WHAT IS BEING ASKED:
Please transcribe exactly, and only, the lines of the data below between the line holding "For a GIS import: Build" and the line holding "I am building a map index. Give", inclusive.

SOURCE DATA:
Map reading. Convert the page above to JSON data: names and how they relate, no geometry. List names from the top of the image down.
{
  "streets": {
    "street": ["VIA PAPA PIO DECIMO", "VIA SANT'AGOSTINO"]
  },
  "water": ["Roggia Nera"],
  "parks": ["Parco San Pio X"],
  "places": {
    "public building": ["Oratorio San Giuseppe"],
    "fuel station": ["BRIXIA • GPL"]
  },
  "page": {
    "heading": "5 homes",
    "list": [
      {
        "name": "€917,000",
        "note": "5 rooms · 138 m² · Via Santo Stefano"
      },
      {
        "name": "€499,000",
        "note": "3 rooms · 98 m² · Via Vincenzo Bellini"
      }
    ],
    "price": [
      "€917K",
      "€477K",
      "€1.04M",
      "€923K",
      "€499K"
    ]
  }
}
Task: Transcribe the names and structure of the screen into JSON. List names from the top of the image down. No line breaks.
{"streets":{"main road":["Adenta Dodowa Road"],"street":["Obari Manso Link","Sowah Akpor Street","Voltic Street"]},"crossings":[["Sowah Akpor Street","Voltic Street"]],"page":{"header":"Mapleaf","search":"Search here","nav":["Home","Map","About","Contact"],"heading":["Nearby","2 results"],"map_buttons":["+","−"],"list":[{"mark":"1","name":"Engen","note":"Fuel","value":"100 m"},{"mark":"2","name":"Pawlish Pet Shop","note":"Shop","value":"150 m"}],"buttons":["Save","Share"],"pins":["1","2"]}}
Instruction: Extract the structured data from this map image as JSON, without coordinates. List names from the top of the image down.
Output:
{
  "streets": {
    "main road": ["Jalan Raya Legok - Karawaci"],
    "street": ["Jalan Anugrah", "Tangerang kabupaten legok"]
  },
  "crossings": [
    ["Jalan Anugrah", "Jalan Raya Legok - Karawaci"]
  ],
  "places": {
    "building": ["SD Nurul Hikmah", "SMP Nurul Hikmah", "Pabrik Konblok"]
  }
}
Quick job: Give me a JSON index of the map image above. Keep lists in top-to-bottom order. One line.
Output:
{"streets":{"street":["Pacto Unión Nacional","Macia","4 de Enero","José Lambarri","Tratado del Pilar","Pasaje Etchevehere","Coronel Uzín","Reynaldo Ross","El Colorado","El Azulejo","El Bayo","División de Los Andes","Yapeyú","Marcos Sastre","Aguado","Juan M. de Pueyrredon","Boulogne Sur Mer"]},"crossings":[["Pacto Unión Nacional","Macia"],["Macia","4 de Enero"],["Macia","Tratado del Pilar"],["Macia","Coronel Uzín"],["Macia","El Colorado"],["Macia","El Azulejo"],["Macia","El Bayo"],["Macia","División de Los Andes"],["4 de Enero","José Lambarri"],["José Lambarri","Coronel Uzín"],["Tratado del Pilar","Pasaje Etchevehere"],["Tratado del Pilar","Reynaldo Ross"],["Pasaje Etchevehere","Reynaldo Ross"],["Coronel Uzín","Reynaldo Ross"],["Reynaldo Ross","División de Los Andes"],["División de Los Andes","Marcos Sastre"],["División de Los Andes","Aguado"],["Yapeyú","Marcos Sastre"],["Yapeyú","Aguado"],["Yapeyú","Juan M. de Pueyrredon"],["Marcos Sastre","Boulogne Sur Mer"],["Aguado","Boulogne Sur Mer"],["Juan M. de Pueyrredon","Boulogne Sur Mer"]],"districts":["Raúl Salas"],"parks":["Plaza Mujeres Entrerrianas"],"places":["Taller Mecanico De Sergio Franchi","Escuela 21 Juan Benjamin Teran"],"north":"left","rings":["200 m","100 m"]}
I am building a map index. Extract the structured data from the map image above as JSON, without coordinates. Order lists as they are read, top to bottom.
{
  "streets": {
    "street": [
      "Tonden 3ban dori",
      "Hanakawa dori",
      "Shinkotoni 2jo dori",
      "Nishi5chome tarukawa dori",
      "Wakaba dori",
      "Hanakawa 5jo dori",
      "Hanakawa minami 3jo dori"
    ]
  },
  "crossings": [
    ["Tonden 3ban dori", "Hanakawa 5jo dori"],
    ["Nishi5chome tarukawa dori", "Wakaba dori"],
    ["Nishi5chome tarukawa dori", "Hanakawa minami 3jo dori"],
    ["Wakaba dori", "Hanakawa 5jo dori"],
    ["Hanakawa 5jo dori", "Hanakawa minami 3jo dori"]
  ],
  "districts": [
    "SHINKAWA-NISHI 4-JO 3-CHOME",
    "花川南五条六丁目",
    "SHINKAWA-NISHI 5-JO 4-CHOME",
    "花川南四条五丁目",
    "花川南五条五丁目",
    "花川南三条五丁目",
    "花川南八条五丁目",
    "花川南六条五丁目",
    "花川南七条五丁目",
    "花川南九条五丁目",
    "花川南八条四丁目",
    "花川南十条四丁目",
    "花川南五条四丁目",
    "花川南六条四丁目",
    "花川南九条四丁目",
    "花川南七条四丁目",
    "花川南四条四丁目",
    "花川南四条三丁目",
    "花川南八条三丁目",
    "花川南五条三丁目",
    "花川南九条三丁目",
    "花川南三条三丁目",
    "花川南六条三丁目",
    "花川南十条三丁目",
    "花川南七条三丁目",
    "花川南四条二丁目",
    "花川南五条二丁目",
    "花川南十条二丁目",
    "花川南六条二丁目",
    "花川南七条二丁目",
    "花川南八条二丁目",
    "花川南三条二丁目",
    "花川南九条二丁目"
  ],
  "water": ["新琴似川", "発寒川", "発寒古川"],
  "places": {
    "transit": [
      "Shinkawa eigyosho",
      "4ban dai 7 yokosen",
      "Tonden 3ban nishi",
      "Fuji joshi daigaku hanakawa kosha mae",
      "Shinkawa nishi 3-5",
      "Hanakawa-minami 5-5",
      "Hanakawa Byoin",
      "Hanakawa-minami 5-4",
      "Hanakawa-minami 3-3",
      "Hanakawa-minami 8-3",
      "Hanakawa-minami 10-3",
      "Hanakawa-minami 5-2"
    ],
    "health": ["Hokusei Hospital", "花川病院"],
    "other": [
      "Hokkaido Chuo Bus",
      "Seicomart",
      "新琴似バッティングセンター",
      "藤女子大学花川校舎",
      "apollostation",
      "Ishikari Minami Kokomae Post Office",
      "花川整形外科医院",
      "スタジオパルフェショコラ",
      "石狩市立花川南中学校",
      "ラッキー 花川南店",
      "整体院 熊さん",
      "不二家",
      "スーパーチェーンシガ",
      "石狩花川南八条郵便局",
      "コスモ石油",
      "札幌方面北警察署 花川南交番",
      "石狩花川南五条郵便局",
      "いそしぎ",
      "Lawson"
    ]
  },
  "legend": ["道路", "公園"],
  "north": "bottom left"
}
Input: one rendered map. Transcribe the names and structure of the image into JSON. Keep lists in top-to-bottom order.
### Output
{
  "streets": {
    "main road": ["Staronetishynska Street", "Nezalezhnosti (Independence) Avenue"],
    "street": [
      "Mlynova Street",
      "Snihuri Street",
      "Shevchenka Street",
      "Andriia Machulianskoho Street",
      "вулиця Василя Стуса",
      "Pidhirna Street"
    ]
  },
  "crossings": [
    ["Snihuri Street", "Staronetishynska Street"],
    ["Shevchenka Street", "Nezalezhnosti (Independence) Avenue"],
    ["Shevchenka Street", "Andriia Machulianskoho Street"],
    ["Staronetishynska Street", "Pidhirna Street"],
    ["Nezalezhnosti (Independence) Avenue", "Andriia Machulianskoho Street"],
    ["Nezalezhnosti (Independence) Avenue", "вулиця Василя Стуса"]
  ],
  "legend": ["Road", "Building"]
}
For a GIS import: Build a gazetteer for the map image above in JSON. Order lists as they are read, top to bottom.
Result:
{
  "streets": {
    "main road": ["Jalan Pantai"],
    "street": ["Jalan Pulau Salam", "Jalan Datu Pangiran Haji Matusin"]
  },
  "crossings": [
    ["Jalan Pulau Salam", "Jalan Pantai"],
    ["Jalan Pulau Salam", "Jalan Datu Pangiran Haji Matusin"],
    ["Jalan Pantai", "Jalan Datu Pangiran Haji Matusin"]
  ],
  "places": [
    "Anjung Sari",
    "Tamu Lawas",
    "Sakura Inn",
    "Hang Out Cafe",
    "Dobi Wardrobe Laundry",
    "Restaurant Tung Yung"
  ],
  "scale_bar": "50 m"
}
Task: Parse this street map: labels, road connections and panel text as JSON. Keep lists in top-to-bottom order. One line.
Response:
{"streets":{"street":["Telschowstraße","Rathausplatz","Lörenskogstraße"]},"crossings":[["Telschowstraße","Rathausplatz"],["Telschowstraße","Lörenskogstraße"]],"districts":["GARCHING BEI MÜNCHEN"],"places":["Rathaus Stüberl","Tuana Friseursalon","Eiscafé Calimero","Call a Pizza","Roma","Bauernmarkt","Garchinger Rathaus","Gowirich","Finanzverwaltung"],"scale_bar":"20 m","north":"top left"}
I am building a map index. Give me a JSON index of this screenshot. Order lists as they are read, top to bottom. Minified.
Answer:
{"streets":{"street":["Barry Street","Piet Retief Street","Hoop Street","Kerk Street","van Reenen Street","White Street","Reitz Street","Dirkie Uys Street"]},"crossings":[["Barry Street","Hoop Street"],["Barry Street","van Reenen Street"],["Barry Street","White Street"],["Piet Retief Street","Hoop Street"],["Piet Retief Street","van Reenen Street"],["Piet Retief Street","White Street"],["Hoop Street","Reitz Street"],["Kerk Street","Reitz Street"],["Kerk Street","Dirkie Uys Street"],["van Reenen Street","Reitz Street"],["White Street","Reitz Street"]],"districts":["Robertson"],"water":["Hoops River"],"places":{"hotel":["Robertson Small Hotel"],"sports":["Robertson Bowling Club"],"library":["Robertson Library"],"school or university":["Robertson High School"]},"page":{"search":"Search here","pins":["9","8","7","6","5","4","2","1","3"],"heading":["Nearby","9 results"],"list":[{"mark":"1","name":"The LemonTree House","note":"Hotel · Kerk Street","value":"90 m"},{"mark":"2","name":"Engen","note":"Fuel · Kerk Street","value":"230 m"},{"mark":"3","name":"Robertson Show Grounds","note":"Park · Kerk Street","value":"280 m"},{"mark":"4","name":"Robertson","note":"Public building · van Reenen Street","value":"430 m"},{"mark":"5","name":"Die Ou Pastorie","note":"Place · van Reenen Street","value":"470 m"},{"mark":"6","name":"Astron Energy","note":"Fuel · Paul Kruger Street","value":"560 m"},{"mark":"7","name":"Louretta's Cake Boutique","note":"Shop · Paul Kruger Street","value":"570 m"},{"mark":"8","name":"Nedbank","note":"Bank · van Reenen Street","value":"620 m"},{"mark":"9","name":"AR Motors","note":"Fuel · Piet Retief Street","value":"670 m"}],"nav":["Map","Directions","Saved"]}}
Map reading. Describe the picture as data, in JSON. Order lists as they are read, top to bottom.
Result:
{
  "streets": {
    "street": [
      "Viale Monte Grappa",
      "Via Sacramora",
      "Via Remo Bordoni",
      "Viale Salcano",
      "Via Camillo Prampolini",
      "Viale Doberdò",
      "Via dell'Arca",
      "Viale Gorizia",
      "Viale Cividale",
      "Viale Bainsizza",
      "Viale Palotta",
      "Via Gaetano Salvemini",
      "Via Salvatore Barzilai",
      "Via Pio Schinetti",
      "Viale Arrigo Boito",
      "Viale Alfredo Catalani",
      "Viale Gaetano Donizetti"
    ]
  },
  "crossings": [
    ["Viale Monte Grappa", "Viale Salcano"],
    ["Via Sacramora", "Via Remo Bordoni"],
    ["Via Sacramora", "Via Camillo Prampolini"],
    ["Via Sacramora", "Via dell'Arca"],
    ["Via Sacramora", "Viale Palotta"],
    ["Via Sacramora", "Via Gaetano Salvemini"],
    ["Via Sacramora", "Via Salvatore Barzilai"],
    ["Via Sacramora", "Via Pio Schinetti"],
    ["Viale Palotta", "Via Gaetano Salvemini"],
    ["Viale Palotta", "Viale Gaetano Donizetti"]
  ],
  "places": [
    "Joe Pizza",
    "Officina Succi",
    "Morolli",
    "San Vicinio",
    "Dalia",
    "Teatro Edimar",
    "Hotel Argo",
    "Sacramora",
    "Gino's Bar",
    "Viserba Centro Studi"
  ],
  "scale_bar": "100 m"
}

EXERCISE RESULT:
For a GIS import: Build a gazetteer for the map image above in JSON. Order lists as they are read, top to bottom.
Result:
{
  "streets": {
    "main road": ["Jalan Pantai"],
    "street": ["Jalan Pulau Salam", "Jalan Datu Pangiran Haji Matusin"]
  },
  "crossings": [
    ["Jalan Pulau Salam", "Jalan Pantai"],
    ["Jalan Pulau Salam", "Jalan Datu Pangiran Haji Matusin"],
    ["Jalan Pantai", "Jalan Datu Pangiran Haji Matusin"]
  ],
  "places": [
    "Anjung Sari",
    "Tamu Lawas",
    "Sakura Inn",
    "Hang Out Cafe",
    "Dobi Wardrobe Laundry",
    "Restaurant Tung Yung"
  ],
  "scale_bar": "50 m"
}
Task: Parse this street map: labels, road connections and panel text as JSON. Keep lists in top-to-bottom order. One line.
Response:
{"streets":{"street":["Telschowstraße","Rathausplatz","Lörenskogstraße"]},"crossings":[["Telschowstraße","Rathausplatz"],["Telschowstraße","Lörenskogstraße"]],"districts":["GARCHING BEI MÜNCHEN"],"places":["Rathaus Stüberl","Tuana Friseursalon","Eiscafé Calimero","Call a Pizza","Roma","Bauernmarkt","Garchinger Rathaus","Gowirich","Finanzverwaltung"],"scale_bar":"20 m","north":"top left"}
I am building a map index. Give me a JSON index of this screenshot. Order lists as they are read, top to bottom. Minified.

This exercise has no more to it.